River services remain the poor relation of transport modes in London despite an increase in passenger numbers, according to a report.
A lack of clear strategy and poor integration with other transport services in the capital mean the mayor’s ambition of 12 million passenger journeys a year on the river may not be realised, the updated report from the London Assembly’s Transport Committee said. It also criticised Transport for London’s (TfL) “half-hearted” commitment to the services.
Transport watchdog London TravelWatch said mayor of London Boris Johnson will need to take a more hands-on role with the river services if passengers are to benefit.
Tim Bellenger, the group’s director of policy and investigation, said: “The Assembly report highlights an area of the transport sector that could be developed further for the benefit of passengers, if there were the appropriate mechanisms to do so. It would require the mayor to take a more active role in regulating and/or subsidising fares and services provided on the river.
“This would need legislation and the co-operation of operators to enable this to happen.”
The Transport Committee’s report also outlined problems with underdeveloped or poorly maintained piers, mapping and ticketing, while river services have not received the same level of support from TfL that has seen the cycle hire scheme, or ‘Boris bikes’, thrive, according to the report.
Caroline Pidgeon AM, who chairs the Transport Committee, said: “While there have been some developments and passenger numbers have grown, it’s frustrating that progress is so slow on expanding a service that has so much potential – particularly for the 2012 Games.
“Our last report described the Thames as London’s forgotten highway and unfortunately in many ways it still is.
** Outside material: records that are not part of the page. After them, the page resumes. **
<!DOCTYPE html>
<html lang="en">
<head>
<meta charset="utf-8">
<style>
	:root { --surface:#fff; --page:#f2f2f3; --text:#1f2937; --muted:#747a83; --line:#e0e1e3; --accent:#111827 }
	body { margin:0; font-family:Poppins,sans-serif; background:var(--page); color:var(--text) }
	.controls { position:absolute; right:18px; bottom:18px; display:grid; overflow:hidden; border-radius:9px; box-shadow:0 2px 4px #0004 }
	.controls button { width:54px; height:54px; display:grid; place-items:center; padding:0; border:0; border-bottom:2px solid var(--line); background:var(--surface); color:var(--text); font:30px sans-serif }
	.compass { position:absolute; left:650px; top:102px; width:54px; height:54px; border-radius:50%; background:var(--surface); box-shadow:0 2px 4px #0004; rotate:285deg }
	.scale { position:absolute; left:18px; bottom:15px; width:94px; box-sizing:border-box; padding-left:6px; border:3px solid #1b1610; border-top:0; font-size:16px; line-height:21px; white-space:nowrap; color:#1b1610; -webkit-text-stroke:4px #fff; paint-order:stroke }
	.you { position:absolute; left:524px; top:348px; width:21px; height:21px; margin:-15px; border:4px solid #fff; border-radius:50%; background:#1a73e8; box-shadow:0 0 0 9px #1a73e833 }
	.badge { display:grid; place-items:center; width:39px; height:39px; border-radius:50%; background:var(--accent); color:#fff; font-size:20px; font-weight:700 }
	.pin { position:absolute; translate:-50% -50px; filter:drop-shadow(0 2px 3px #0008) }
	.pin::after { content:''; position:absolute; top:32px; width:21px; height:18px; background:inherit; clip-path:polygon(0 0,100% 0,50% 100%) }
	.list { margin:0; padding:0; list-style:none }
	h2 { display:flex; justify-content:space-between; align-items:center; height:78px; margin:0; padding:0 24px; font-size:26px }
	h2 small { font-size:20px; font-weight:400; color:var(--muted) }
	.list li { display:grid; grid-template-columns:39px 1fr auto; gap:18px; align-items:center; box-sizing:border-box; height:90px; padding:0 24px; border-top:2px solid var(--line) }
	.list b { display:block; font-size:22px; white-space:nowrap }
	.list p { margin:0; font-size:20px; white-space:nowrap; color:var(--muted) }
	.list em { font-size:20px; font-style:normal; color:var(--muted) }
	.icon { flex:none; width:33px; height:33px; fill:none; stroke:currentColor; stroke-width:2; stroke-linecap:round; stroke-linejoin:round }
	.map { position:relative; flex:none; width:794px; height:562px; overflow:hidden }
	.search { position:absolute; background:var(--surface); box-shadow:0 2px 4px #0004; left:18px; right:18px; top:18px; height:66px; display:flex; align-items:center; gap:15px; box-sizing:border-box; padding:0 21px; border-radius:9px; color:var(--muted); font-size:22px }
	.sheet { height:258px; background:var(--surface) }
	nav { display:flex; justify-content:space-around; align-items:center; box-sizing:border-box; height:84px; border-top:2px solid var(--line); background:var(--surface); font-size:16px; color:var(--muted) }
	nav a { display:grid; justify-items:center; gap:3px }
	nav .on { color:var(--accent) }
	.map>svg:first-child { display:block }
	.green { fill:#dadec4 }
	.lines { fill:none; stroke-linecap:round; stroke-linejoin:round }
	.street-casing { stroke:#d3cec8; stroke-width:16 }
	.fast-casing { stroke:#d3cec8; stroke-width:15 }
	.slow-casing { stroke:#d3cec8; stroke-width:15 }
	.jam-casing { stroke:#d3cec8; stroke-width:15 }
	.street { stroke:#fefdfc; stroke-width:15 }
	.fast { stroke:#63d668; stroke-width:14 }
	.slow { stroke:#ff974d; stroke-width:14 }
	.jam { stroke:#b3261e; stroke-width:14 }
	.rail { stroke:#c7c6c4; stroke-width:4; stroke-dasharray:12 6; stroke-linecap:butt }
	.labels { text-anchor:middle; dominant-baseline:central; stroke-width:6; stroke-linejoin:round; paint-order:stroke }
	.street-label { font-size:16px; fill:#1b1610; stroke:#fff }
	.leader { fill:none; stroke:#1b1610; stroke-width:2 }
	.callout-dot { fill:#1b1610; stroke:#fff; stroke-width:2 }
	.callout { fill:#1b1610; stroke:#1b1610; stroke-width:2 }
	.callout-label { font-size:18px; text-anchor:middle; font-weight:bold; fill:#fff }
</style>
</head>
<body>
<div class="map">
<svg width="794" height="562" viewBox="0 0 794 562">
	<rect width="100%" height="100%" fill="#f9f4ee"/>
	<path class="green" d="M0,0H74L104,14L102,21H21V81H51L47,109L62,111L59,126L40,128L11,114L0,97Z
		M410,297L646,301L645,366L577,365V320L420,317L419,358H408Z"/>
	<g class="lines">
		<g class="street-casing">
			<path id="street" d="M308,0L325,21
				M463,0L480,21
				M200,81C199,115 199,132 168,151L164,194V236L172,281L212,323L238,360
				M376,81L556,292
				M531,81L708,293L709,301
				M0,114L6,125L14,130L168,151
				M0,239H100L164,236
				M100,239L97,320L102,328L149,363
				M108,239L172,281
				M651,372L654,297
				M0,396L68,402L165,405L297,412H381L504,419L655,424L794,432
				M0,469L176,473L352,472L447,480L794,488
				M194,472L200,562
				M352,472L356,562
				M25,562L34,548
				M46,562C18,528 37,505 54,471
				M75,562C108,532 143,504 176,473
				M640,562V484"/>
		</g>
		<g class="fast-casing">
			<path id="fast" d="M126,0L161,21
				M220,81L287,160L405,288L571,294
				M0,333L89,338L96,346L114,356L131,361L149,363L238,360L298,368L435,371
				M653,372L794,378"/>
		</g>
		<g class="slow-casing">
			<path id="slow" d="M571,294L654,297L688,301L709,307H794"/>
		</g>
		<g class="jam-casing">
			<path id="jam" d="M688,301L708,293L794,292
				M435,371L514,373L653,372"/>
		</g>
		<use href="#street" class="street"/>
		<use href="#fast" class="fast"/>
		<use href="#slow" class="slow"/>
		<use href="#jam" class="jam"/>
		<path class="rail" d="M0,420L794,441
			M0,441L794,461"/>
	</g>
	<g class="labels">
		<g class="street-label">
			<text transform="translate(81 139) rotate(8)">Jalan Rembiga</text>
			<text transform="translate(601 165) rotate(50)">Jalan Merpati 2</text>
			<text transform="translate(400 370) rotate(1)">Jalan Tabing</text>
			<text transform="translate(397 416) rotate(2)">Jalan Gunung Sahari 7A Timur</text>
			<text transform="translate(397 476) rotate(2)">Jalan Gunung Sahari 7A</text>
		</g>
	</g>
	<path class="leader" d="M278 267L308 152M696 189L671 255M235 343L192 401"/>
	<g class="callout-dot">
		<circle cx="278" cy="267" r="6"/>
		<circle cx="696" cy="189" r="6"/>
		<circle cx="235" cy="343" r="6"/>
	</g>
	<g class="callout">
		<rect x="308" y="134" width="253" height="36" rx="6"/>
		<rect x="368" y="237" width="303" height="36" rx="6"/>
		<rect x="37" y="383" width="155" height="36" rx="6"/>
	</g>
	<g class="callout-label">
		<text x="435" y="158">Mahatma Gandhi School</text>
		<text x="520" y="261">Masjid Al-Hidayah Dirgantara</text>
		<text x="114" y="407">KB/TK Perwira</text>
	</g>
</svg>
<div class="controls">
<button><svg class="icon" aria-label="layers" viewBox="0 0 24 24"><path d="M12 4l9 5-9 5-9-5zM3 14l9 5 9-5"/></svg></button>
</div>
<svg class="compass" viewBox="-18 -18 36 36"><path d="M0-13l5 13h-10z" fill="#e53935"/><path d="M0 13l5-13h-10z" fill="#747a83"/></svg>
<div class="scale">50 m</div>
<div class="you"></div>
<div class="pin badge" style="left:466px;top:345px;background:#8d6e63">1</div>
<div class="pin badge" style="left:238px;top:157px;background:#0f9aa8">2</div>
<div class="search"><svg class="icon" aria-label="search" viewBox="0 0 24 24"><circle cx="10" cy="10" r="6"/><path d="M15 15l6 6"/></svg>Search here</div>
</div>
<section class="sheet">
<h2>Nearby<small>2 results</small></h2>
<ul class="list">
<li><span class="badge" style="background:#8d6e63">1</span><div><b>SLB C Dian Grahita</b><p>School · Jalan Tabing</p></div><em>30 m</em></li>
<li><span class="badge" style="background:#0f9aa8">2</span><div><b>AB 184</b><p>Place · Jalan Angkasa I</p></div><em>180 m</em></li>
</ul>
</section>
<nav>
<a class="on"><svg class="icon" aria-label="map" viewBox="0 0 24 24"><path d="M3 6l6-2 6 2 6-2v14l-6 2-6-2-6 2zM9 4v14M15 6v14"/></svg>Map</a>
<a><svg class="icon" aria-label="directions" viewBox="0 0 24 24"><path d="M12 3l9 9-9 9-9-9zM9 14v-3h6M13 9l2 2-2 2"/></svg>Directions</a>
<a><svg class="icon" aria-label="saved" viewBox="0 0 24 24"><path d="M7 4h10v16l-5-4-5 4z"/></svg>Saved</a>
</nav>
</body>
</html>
“It’s all a bit half-hearted. If TfL were to direct the same attention and energy at river services that it’s lavished on the cycle hire scheme it could turn the tide.”
The report recommends four specific improvements which could see the number of passenger journeys rise.
It suggests the creation of a TfL-owned strategic plan for the development of river services, while a representative should also be appointed to TfL’s board to demonstrate greater commitment to river services.
The report also calls for further improvement to piers, while there also needs to be better signage, mapping, publicity and ticketing to bring in more passengers.
TfL has been asked to report back on its progress by June.